Баронесса вновь принялась размахивать руками, но остановилась, когда Бернат вдруг решительно шагнул ей навстречу. Жезус схватил его за руку.
– Не забывайся, она из знати, – шепнул он ему на ухо.
Арнау с тоской посмотрел на всех, кто стоял у конюшен, и побрел прочь.

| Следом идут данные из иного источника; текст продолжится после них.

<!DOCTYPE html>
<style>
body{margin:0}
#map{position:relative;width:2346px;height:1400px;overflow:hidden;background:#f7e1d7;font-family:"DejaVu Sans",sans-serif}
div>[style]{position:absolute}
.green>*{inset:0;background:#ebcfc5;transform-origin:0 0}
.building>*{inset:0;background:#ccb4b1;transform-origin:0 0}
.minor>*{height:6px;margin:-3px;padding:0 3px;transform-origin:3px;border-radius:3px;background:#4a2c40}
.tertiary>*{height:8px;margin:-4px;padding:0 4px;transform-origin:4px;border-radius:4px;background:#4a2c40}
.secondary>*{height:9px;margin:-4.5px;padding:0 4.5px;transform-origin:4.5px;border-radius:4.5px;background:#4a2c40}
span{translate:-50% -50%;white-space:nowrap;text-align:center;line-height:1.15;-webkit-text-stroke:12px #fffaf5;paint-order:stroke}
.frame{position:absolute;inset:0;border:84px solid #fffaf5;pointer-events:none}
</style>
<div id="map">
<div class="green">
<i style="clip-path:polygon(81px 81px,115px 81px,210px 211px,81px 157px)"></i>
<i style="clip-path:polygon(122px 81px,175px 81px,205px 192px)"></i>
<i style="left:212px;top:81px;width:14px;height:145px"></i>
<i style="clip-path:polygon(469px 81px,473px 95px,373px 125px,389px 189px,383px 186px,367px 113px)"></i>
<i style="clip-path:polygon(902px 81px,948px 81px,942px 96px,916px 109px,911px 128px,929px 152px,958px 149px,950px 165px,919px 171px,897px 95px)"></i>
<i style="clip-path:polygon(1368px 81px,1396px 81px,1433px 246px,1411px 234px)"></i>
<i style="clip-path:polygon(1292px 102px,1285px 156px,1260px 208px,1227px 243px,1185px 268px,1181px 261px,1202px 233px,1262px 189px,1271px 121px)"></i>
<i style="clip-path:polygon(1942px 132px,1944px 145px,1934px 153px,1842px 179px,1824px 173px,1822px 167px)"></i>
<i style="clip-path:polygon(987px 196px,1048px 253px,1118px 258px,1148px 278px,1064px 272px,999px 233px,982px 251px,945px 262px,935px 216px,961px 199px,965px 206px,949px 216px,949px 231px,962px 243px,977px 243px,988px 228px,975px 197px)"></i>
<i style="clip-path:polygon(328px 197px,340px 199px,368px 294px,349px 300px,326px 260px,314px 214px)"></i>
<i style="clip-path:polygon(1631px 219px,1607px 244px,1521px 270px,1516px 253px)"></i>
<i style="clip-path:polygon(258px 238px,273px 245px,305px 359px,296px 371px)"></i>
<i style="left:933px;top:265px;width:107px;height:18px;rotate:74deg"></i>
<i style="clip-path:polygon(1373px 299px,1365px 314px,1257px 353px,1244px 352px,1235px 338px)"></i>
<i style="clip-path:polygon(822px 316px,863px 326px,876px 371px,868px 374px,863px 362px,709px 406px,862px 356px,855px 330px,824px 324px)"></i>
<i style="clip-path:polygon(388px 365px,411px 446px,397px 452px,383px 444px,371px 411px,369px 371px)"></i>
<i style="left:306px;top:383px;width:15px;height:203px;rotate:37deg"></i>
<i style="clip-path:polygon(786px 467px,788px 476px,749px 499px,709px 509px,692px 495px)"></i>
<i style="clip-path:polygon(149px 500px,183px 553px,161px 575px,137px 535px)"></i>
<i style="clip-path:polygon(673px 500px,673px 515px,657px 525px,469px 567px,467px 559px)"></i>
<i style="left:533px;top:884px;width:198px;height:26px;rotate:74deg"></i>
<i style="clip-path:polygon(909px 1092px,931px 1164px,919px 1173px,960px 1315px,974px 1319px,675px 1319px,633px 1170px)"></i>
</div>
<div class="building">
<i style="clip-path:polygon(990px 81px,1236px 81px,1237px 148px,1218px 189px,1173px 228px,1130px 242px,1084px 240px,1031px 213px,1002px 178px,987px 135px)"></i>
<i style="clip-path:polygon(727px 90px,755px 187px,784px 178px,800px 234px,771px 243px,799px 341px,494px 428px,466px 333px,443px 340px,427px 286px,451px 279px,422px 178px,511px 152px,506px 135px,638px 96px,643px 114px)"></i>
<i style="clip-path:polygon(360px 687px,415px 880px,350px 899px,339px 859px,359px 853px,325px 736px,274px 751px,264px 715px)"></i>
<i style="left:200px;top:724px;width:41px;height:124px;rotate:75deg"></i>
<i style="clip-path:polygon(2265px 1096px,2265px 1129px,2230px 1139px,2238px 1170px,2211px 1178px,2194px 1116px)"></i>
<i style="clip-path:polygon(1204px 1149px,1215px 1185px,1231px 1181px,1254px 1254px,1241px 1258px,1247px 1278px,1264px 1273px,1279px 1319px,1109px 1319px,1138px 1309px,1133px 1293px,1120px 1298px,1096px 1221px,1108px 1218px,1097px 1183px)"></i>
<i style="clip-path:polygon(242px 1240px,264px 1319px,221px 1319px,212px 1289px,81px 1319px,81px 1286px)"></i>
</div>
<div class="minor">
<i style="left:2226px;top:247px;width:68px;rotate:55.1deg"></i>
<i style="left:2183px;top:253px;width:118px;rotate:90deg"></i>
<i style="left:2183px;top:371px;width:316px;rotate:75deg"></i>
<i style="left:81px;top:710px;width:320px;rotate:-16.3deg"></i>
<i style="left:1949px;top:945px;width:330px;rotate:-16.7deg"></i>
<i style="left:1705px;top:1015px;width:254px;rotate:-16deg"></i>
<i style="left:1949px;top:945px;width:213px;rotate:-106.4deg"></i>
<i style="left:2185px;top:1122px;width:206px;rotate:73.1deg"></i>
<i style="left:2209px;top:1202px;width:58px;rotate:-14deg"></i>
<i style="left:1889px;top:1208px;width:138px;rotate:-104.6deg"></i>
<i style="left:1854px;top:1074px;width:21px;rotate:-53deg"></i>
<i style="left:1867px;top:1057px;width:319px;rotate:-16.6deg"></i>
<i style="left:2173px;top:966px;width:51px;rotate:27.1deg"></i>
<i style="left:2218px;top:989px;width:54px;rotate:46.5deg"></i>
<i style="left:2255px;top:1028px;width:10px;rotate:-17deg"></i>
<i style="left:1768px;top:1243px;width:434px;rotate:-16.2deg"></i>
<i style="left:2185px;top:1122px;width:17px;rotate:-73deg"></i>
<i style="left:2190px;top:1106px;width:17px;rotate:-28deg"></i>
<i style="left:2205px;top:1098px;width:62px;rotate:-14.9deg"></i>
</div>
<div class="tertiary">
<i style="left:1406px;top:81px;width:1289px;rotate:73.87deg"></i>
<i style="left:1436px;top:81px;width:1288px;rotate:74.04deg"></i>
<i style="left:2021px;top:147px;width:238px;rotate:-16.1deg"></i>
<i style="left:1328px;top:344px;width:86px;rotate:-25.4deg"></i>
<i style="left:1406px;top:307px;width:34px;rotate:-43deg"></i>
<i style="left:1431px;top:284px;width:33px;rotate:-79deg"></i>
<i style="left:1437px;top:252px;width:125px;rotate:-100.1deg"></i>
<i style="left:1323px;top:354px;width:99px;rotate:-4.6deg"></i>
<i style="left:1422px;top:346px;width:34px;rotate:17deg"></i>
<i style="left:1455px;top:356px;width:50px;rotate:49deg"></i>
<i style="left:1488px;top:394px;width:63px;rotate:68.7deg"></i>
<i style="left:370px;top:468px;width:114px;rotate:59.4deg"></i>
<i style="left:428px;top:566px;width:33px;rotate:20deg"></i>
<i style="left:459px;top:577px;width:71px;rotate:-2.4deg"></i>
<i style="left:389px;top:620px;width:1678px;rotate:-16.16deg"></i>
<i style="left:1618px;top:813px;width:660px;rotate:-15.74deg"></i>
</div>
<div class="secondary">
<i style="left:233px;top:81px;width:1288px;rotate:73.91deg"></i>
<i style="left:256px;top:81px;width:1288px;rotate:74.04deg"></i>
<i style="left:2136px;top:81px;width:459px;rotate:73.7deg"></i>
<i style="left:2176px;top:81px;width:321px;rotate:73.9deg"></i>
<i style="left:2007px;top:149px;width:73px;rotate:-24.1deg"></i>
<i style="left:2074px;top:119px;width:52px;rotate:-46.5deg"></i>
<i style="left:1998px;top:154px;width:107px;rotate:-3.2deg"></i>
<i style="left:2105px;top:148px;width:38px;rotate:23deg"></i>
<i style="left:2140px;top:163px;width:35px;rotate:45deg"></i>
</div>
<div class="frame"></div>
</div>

– Нет! – закричала Изабель, когда Грау, узнав о случившемся, решил расстаться с отцом и сыном. – Я хочу, чтобы Эстаньол остался здесь и работал на твоих детей. Я хочу, чтобы он все время помнил, что мы еще не решили, прощать его сына или нет. Я хочу, чтобы этот ребенок при всех попросил прощения у твоих детей! А если ты их выгонишь, я никогда этого не добьюсь. Сообщи ему, что Арнау не сможет приступить к работе, пока не попросит прощения!.. – Изабель кричала и яростно жестикулировала. – Скажи Бернату, что до тех пор, пока его сын не извинится, он будет получать только половину платы. И предупреди его, что, если он будет искать работу в другом месте, мы сообщим всей Барселоне о случившемся и ему никогда не удастся найти себе место. Я желаю услышать извинения! – требовала она в истерике.
«Сообщим всей Барселоне…»
Грау почувствовал, как мурашки побежали по его телу. Столько лет он пытался скрывать своего зятя, и теперь… теперь его жена хотела, чтобы вся Барселона узнала о его существовании!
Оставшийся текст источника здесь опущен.